Buffet died by suicide at his home in Tourtour, southern France, on 4 October 1999.[9] He was suffering from Parkinson's disease and was no longer able to work.[1] Police said that Buffet died after putting his head in a plastic bag attached around his neck with tape.[13]
Legacy
In the 21st century, there has been a renewed spike in interest in the work of Buffet.[1] His work is particularly popular in Asia and former Soviet Union nations.[8] In 2016, Paris's Musée d’Art Moderne held a large retrospective of his work, the first held in France since his death, though its curator acknowledged that it was a risky exhibition given Buffet's lingering reputation as the "ultimate in bad taste".[1] Also in 2016, British author Nicholas Foulkes published Bernard Buffet: The Invention of the Modern Mega-Artist, in which he offers a biographical account of Buffet's life and work.[8]
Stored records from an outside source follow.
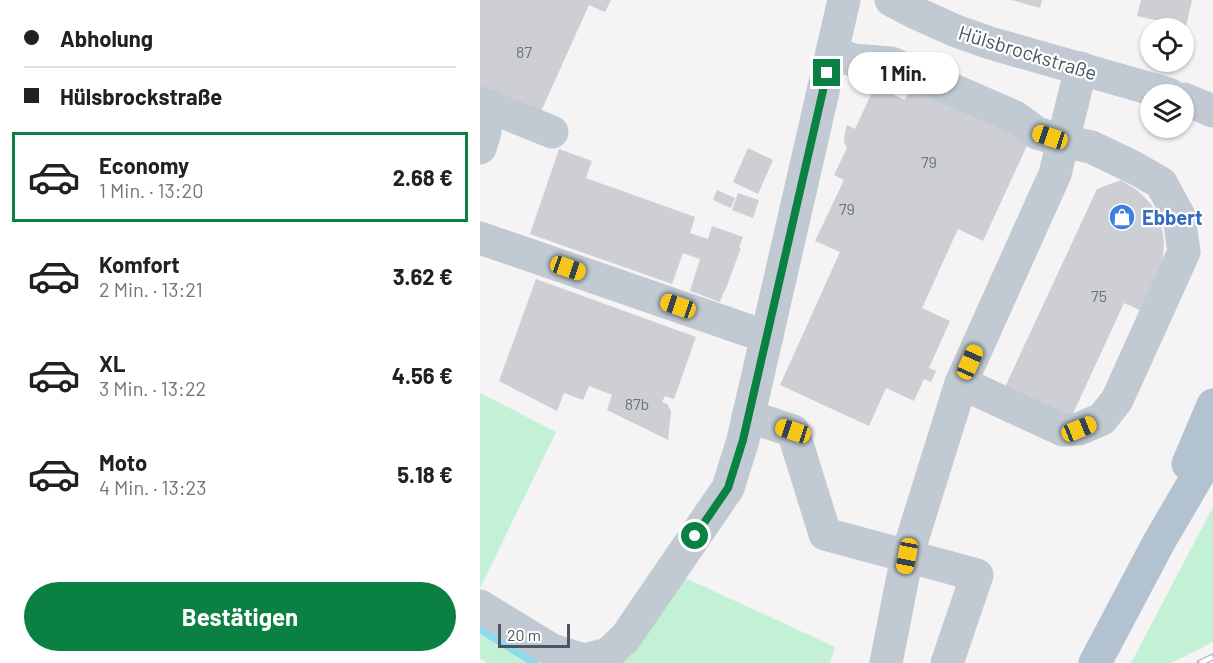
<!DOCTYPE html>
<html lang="de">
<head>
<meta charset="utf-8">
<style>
	:root { --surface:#fff; --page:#f2f2f2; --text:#202124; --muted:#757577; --line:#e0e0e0; --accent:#0b8043 }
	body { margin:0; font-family:Barlow,sans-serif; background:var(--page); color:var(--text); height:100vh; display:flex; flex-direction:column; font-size:22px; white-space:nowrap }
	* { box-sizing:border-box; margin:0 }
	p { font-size:20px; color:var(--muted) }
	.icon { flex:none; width:33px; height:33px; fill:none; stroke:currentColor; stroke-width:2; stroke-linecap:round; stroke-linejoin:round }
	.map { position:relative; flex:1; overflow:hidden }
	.sheet { display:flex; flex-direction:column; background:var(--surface); width:480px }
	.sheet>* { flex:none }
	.banner { display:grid; align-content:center; height:132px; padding:0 24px; background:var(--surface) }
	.tools { position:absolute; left:660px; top:18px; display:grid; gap:12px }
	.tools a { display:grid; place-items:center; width:54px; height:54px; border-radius:50%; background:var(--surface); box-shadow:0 2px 4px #0004; font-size:30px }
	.scale { position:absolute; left:18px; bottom:15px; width:72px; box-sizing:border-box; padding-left:6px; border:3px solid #4a5661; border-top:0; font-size:16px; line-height:21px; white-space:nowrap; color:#4a5661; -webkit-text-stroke:4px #fff; paint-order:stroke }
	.end { position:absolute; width:27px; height:27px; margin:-14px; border:8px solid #0b8043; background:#fff; box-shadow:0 0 0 3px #fff }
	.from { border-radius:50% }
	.bubble { position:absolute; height:42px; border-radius:21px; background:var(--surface); box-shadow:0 2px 4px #0004; font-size:20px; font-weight:700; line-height:42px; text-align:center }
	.car { position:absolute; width:18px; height:36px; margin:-18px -9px; border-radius:8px; box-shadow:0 0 4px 2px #0007; background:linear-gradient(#f5c518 24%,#345 0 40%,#f5c518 0 76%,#345 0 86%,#f5c518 0) }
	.banner b { display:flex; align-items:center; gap:21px; height:57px; font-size:22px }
	.banner b+b { border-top:2px solid var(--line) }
	.banner i { width:15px; height:15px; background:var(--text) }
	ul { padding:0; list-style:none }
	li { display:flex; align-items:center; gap:18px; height:90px; margin:0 12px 9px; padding:0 12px; border:3px solid transparent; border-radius:0px }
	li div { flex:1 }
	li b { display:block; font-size:22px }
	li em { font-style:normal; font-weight:700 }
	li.selected { border-color:var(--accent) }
	li>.icon { width:54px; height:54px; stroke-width:1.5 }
	.action { display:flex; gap:12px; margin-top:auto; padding:12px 24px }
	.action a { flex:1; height:69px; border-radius:36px; background:var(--accent); color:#fff; font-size:24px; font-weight:700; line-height:69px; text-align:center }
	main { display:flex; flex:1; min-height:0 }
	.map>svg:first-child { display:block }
	.green { fill:#c3f1d5 }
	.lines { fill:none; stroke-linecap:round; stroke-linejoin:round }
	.stream { stroke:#90daee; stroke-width:8 }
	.building { fill:#cdcfd5 }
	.minor { stroke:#c1cad2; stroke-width:33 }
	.major { stroke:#b3c2d1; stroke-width:33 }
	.rail-casing { stroke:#b5b8bd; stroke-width:7 }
	.rail { stroke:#fff; stroke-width:4.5; stroke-dasharray:14; stroke-linecap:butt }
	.route { stroke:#0b8043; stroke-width:8 }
	.labels { text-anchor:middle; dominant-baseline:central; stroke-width:4.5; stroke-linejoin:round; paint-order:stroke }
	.number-label { font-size:16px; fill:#6b747e }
	.street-label { font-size:20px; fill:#4a5661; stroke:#fff }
	.shop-label { font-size:20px; font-weight:bold; fill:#366cbe; stroke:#fff; text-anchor:start }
</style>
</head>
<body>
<main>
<section class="sheet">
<div class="banner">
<b><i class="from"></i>Abholung</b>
<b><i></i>Hülsbrockstraße</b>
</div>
<ul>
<li class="selected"><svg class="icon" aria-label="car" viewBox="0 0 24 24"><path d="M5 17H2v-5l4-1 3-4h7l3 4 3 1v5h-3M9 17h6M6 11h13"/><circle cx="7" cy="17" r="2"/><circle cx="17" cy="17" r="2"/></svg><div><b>Economy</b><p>1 Min. · 13:20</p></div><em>2.68 €</em></li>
<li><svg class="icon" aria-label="car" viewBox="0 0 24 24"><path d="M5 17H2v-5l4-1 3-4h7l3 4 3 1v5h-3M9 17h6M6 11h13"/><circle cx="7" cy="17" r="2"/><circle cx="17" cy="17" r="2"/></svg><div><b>Komfort</b><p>2 Min. · 13:21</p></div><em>3.62 €</em></li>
<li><svg class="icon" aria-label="car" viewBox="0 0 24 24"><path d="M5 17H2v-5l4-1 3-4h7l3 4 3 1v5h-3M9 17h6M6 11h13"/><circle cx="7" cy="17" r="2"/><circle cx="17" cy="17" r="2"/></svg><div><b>XL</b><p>3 Min. · 13:22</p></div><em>4.56 €</em></li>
<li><svg class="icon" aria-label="car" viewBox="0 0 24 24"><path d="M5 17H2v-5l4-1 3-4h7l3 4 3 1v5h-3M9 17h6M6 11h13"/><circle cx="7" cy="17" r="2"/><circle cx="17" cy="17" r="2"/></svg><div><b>Moto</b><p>4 Min. · 13:23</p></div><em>5.18 €</em></li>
</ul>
<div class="action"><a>Bestätigen</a></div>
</section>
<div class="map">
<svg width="733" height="663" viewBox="0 0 733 663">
	<rect width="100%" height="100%" fill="#f5f3f3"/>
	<g class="green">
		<polygon points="0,393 76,432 0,588"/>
		<polygon points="733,507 733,642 691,663 651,663"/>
		<polygon points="201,576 355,647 350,663 139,663"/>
		<polygon points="0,617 88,663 7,663 0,658"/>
	</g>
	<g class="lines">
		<polyline class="stream" points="0,629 55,663"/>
	</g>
	<g class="building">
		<polygon points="0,0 131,0 125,12 109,5 59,116 0,89"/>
		<polygon points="532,0 562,0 560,8"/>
		<polygon points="661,0 712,0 706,27 657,16"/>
		<polygon points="434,81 552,135 503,241 478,229 442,308 470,321 449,368 456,371 451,382 444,379 434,401 406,388 389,426 300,385 360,252 335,241 364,180 354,175 367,148 365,145 364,139 366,128 367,125 375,129 395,86 425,100"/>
		<polygon points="268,148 293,160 278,194 253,182"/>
		<polygon points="79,149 112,161 106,178 215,217 210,233 228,239 232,226 263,237 259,247 261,248 245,291 244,291 240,302 210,291 220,259 208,255 203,253 192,284 50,234"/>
		<polygon points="641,180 658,191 671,204 680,221 684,240 683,259 662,311 644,303 591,418 525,387 617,189"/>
		<polygon points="237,190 255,198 251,208 233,200"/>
		<polygon points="258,193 279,200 273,218 252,210"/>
		<polygon points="56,279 216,337 194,399 185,396 182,402 187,404 191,411 188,440 127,410 132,395 109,386 103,400 84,393 77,411 19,381"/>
	</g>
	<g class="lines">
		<g class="minor">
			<polyline points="411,0 438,14 476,31 510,43 689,94"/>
			<polyline points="352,52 373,60 411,63 535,117 557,133 583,141 611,147 653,167 681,183 699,216 704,252 637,400 622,419 599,429 583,430 481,383"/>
			<polyline points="704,99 733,111"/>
			<polyline points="0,103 72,132"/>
			<polyline points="0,148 5,132"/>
			<polyline points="0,238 287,337"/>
			<polyline points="268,416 313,431 345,534 497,575 467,663"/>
			<polyline points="0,606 72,650 104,660 128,654 146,637 248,488 263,440 364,0"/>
			<polyline points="406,663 427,556 481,383 575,174 601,68"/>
		</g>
		<g class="major">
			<polyline points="708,464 733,405"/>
			<polyline points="615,663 679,542 717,477 733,445"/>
		</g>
		<defs>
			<polyline id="rail" points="720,663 733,657"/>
		</defs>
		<use href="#rail" class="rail-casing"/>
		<use href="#rail" class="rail"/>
	</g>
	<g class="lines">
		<polyline class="route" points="215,536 248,488 263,440 347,73"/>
	</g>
	<defs>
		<symbol id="shop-disc" viewBox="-11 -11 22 22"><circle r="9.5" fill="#3f7fe0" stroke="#fff"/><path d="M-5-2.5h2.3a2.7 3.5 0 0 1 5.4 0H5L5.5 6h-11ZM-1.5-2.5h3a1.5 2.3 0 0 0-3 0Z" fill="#fff"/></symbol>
	</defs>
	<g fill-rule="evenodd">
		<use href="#shop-disc" x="627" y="202" width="30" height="30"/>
	</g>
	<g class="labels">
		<g class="number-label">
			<text x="44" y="51">87</text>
			<text x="449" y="161">79</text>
			<text x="367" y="208">79</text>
			<text x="619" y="295">75</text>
			<text x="157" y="403">87b</text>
		</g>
		<g class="street-label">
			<text transform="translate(548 52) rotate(17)">Hülsbrockstraße</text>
		</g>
		<g class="shop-label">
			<text x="662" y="217">Ebbert</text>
		</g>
	</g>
</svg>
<div class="tools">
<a><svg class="icon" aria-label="locate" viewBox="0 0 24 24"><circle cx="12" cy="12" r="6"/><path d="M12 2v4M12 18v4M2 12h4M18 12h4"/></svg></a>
<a><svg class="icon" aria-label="layers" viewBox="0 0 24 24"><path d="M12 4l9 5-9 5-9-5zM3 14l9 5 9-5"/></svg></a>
</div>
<div class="scale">20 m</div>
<i class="end from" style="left:215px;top:536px"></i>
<i class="end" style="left:347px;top:73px"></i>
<div class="bubble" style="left:368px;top:52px;width:111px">1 Min.</div>
<i class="car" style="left:570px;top:137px;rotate:288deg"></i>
<i class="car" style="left:88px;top:268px;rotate:109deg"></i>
<i class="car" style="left:198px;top:306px;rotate:289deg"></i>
<i class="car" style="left:490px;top:362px;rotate:24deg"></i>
<i class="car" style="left:599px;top:429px;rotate:68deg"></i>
<i class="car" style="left:313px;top:431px;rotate:288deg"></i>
<i class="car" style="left:427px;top:556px;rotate:191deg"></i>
</div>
</main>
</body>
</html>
Corresponding with this renewed interest, some of Buffet's work also saw rising appraisals in the early 21st century. In 2015, his painting Le Cri du Clown (1970) sold for 3.15 million Hong Kong dollars ($410,000 USD) in an auction in Hong Kong. That same year, Christie's auction house in London sold Buffet's Les Clowns Musiciens, le Saxophoniste (1991) for £1,022,500, which set the record for the highest-selling work by the artist.[1]